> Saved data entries
++++++++++++++++++++

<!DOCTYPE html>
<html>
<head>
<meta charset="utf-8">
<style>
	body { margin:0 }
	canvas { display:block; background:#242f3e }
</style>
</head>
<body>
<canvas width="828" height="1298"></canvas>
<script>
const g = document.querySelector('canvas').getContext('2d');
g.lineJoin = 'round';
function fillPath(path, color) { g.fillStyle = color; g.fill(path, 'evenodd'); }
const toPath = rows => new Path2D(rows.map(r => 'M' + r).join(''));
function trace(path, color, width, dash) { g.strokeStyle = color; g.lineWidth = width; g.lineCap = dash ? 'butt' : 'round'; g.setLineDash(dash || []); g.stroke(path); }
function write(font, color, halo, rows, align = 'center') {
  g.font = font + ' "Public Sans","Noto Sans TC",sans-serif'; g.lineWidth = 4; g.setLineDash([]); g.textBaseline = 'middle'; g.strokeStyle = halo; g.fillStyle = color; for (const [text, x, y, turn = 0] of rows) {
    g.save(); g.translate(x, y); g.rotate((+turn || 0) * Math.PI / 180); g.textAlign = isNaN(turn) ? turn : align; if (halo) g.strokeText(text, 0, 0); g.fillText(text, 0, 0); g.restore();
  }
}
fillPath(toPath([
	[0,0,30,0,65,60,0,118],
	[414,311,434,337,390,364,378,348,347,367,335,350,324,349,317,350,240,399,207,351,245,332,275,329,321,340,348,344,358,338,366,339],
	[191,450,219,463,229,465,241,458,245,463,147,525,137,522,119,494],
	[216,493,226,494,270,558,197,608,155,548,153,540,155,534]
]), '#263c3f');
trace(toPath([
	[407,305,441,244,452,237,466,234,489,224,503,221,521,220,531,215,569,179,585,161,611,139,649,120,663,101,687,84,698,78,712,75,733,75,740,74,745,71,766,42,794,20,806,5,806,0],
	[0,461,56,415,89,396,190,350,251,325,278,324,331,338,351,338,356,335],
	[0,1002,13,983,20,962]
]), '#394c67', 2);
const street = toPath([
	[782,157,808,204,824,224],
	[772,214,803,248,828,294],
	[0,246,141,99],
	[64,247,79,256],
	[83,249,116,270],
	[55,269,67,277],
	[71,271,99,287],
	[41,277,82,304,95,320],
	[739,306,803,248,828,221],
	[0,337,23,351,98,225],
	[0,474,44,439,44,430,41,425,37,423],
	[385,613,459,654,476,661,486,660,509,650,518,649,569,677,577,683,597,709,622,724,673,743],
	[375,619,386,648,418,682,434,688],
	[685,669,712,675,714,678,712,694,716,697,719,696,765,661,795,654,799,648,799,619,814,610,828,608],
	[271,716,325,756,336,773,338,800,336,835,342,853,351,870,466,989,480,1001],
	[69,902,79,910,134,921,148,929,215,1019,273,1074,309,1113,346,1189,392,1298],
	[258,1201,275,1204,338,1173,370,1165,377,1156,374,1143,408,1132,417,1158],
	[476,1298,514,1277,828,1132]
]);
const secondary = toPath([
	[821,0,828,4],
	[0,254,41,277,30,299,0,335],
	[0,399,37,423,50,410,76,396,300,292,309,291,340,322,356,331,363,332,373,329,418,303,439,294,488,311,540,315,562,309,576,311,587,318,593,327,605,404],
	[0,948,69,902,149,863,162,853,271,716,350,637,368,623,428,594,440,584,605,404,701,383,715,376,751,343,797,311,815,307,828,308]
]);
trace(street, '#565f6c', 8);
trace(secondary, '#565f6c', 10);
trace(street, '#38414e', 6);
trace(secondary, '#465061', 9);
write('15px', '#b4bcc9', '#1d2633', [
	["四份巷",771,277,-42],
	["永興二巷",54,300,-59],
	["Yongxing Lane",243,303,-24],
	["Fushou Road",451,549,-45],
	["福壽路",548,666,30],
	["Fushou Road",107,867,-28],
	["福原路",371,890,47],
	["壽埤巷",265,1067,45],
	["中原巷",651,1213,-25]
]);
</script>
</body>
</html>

++++++++++++++++++++

> ASSIGNED TASK
For every line of the records that has the word "turn" in it, make a copy.

> TASK RESPONSE
  g.font = font + ' "Public Sans","Noto Sans TC",sans-serif'; g.lineWidth = 4; g.setLineDash([]); g.textBaseline = 'middle'; g.strokeStyle = halo; g.fillStyle = color; for (const [text, x, y, turn = 0] of rows) {
    g.save(); g.translate(x, y); g.rotate((+turn || 0) * Math.PI / 180); g.textAlign = isNaN(turn) ? turn : align; if (halo) g.strokeText(text, 0, 0); g.fillText(text, 0, 0); g.restore();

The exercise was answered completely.